This application is a high-performance benchmarking tool designed for EELS Microscopy data acquisition and processing pipelines. It makes use of the NVIDIA Holoscan SDK to implement a modular, GPU-accelerated pipeline that receives high-speed UDP network packets, aggregates them into frames, processes them using PyTorch, and writes the results to disk.
graph LR
subgraph Network Pipeline
A[Network Source] -->|"UDP Packets"| B(StemReceiverOp)
end
subgraph File Pipeline
C[HDF5 Source] -->|"Raw Data"| D(HDF5ReplayerOp)
end
B -->|"holoscan::TensorMap (GPU)"| E(PyTorchProcessorOp)
D -->|"holoscan::TensorMap (GPU)"| E
E -->|"holoscan::TensorMap (GPU)"| F(HDF5WriterOp)
F -->|"HDF5 File"| G[Disk]
* Interfaces with the Holoscan Advanced Network operator (using DPDK).
* Aggregates incoming UDP packets into full 2D frames.
* Uses a custom CUDA kernel (`gather_packets`) to handle packet reordering and memory alignment, ensuring robust handling of arbitrary packet sizes.
* Emits a `holoscan::TensorMap` containing the raw frame data on the GPU.
* Acts as a file-based source for testing and benchmarking without live network hardware.

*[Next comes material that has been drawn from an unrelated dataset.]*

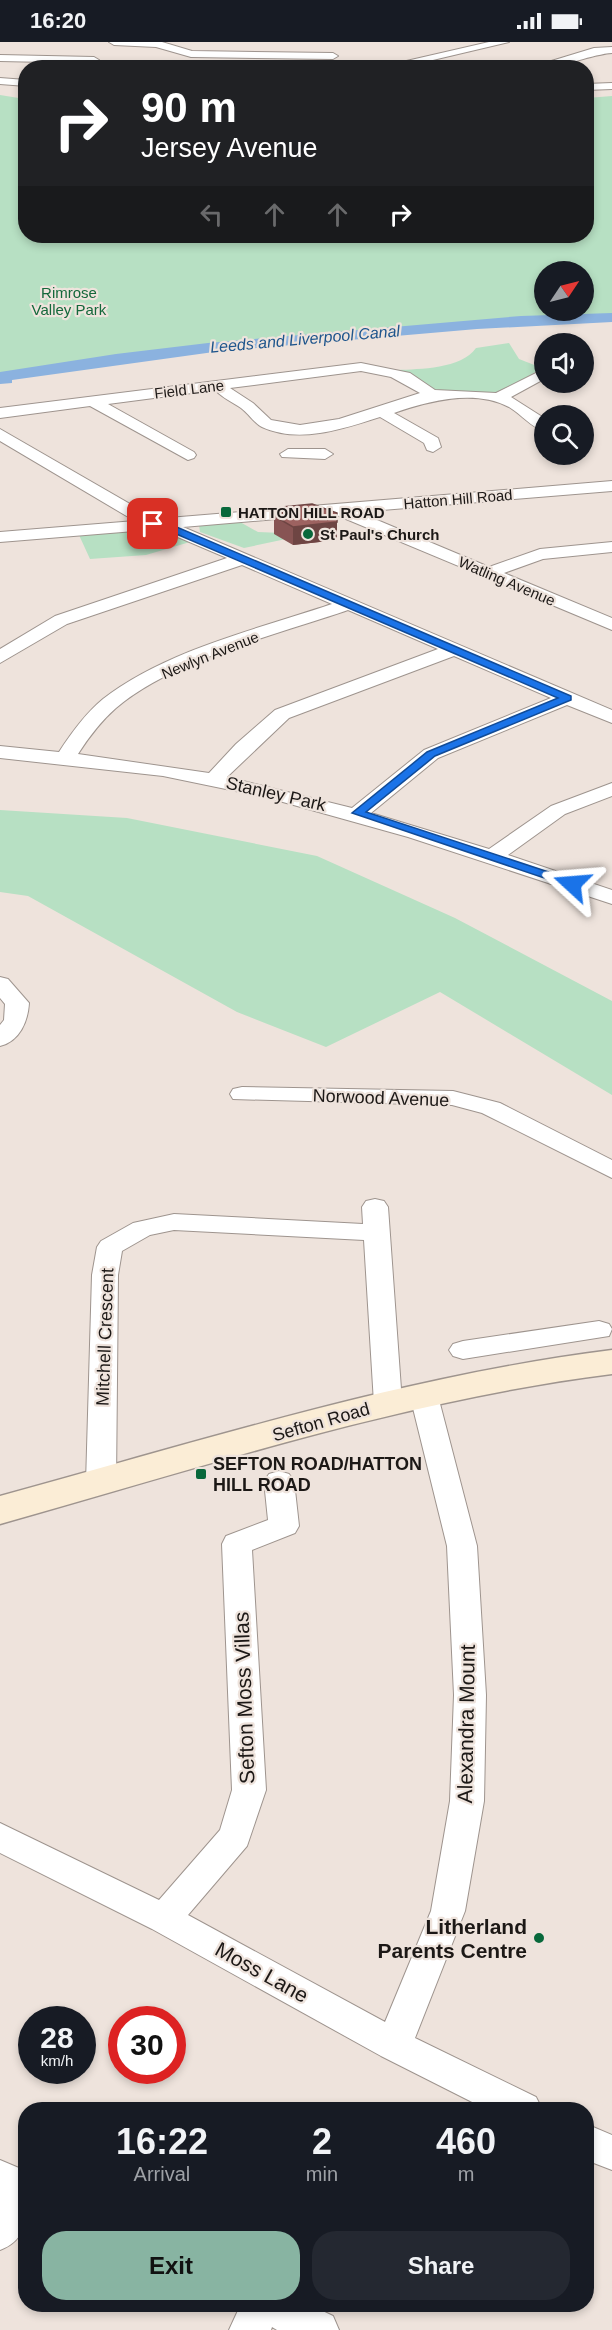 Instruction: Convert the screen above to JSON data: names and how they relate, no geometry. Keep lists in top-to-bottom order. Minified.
{"streets":{"main road":["Sefton Road"],"street":["Field Lane","Hatton Hill Road","Watling Avenue","Newlyn Avenue","Stanley Park","Norwood Avenue","Mitchell Crescent","Sefton Moss Villas","Alexandra Mount","Moss Lane"]},"crossings":[["Hatton Hill Road","Watling Avenue"],["Newlyn Avenue","Stanley Park"],["Mitchell Crescent","Sefton Road"],["Sefton Road","Alexandra Mount"],["Sefton Moss Villas","Moss Lane"],["Alexandra Mount","Moss Lane"]],"water":["Leeds and Liverpool Canal"],"parks":["Rimrose Valley Park"],"places":{"transit":["HATTON HILL ROAD","SEFTON ROAD/HATTON HILL ROAD"],"other":["St Paul's Church","Litherland Parents Centre"]},"north":"top right","page":{"status":"16:20","turn":["90 m","Jersey Avenue"],"speed":"28 km/h","limit":"30","eta":["16:22","Arrival","2","min","460","m"],"buttons":["Exit","Share"]}}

* Reads pre-recorded frames from an HDF5 file.
* Uploads frame data to GPU memory.
* Emits a `holoscan::TensorMap` identical to the receiver's output.
* Receives the GPU tensor from the receiver.

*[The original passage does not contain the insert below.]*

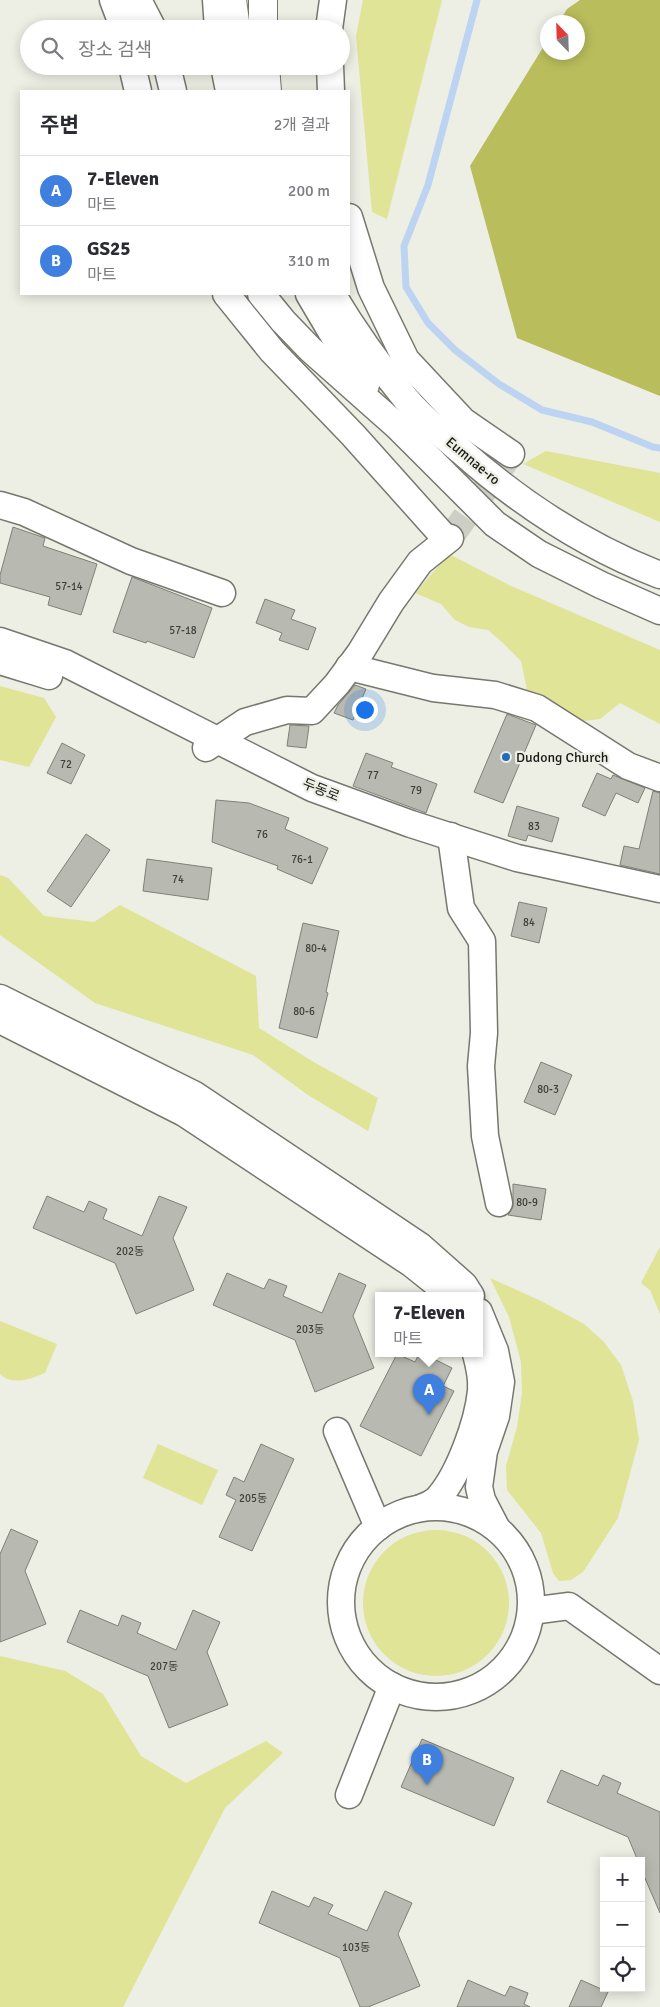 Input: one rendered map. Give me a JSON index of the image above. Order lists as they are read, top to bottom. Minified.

* Wraps the memory in a `torch::Tensor`.
* Performs processing in PyTorch.
* Emits the processed result as a new tensor.
* Receives the processed tensor.
* Transfers data from GPU to Host memory.
* Writes the frame to an HDF5 file for offline analysis and verification.
This project is built on the NVIDIA holoscan SDK and holohub.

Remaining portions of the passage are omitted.